During the early 2000s, patients with uncomplicated malaria presenting to community clinics were treated with chloroquine plus sulphadoxine + pyrimethamine if they had falciparum malaria and with chloroquine plus low-dose primaquine (total dose 3.5 mg/kg) if they had vivax malaria. At the RSMM hospital, patients with uncomplicated malaria were treated with oral quinine, whereas patients with severe malaria received IV quinine. Those with P. vivax malaria also received unsupervised low-dose primaquine [16]. In March 2006, the policy for treatment of uncomplicated malaria due to any Plasmodium species at all public community clinics and the hospital was changed to DP, a regimen with a risk of P. falciparum recrudescence of 4.4% and P. vivax recurrence of 10% by day 42 [26]. At the same time, treatment of severe malaria was changed from IV quinine to IV artesunate [27], and the dose of unsupervised primaquine was doubled to 7 mg/kg divided over 14 days. The new unified antimalarial treatment policy was adopted by RSUD hospital upon opening. Healthcare providers disseminated information regarding the antimalarial policy change and the benefits of DP to clinics and to communities via village leaders.

Community surveillance

All patients presenting to one of the formal sector community (puskesmas) clinics with symptoms consistent with malaria had capillary blood collected for blood film examination or had a rapid diagnostic test prior to antimalarial treatment. Between April 2004 and December 2009, weekly reports on the number of blood film examinations and the number of patients treated for malaria were collated by the district health authority. These reports were aggregated by the species of infection within four age bands: <1 year, 1 to 5 years, 5 to 10 years, and those older. Malariometric surveillance data were not collected from healthcare facilities in the private sector.

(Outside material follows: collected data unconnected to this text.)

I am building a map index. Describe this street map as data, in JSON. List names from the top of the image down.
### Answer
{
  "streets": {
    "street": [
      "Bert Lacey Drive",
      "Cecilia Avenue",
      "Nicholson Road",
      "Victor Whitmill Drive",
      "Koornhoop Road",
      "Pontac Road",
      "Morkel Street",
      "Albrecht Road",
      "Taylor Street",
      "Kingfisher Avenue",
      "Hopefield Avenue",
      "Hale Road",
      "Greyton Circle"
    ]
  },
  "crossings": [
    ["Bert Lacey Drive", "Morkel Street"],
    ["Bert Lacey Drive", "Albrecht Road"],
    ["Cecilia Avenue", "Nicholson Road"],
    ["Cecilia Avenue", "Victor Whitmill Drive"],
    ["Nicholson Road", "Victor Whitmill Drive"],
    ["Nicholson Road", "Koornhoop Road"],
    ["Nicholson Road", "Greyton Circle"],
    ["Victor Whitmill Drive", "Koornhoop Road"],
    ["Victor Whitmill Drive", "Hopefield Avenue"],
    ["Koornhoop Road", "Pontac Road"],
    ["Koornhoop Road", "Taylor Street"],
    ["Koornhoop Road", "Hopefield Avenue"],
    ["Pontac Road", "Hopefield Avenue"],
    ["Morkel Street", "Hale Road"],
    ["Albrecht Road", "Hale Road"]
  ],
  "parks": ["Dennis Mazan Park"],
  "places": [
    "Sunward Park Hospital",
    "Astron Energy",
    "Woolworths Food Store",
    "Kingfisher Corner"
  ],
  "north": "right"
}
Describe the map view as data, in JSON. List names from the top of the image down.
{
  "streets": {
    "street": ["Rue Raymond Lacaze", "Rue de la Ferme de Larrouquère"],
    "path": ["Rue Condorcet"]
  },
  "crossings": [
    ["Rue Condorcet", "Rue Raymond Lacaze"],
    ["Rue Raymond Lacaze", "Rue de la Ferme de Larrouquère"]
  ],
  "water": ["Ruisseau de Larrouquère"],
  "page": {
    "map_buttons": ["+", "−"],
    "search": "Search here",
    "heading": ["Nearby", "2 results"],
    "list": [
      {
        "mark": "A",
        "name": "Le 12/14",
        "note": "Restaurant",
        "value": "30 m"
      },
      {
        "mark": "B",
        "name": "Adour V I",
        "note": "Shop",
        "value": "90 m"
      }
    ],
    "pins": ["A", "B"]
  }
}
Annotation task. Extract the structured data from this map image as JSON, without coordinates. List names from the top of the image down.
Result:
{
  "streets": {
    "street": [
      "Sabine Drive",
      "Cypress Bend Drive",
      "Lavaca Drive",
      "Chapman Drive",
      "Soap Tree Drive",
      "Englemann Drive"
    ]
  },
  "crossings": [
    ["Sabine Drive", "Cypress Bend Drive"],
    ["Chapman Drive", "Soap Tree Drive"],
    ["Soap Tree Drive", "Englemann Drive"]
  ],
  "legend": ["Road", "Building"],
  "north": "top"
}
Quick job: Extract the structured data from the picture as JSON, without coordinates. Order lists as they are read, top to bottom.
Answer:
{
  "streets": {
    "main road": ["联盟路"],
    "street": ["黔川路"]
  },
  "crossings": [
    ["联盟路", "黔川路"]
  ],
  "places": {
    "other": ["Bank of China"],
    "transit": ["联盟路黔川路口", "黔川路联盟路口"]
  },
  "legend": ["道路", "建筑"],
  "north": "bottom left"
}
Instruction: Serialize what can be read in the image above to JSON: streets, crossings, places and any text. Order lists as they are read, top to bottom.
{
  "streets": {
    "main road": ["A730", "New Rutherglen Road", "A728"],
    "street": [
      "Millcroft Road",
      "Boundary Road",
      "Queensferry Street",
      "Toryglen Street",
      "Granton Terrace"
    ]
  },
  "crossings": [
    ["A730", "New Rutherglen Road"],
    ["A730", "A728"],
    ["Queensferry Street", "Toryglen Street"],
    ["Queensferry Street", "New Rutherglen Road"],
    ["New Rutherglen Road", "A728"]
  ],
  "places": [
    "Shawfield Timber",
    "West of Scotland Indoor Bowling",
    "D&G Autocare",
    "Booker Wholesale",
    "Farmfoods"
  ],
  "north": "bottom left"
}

Cluster-randomized, cross-sectional surveys to determine treatment-seeking behaviour were conducted in 2005 and again in 2013, using an identical sampling strategy [17,23]. In 2005, during the pre–policy change period, 45.7% (349/764) of patients with malaria presented to public sector facilities and would have been detected by the surveillance network, but in 2013, 6 years after policy change, this figure had risen to 67.3% (66/98; p < 0.001) [28]. The shifts in treatment-seeking behaviour were apparent in all age groups. In the first household survey, 32.3% (10/31) of members who died of any cause within the preceding year did so at RSMM hospital compared to 26.3% (5/19) in 2013 (p = 0.656).

Hospital surveillance

All patient presentations to RSMM between 2004 and 2013 (whether to the outpatients department, emergency department, or inpatient wards) were recorded by hospital administrators in a QPro database. Patients were identified using a unique hospital reference number. Demographic data and the clinical diagnoses assigned by the attending physician were collected. Drug prescriptions and results of full blood-count analyses from RSMM’s Coulter counter were recorded in separate databases and identified by the same individual hospital reference number. RSMM policy dictates that all outpatients with fever or other signs or symptoms consistent with malaria and all inpatients regardless of presentation have a thick film prepared for malaria microscopy. Thin films and rapid diagnostic tests were done after-hours when the laboratory was closed. At RSUD hospital, a malaria register was initiated in January 2010, documenting aggregated data on basic demographic details, infecting Plasmodium species, fulfilment of clinical criteria for severe malaria, admission status, and malaria-related death in patients at the hospital.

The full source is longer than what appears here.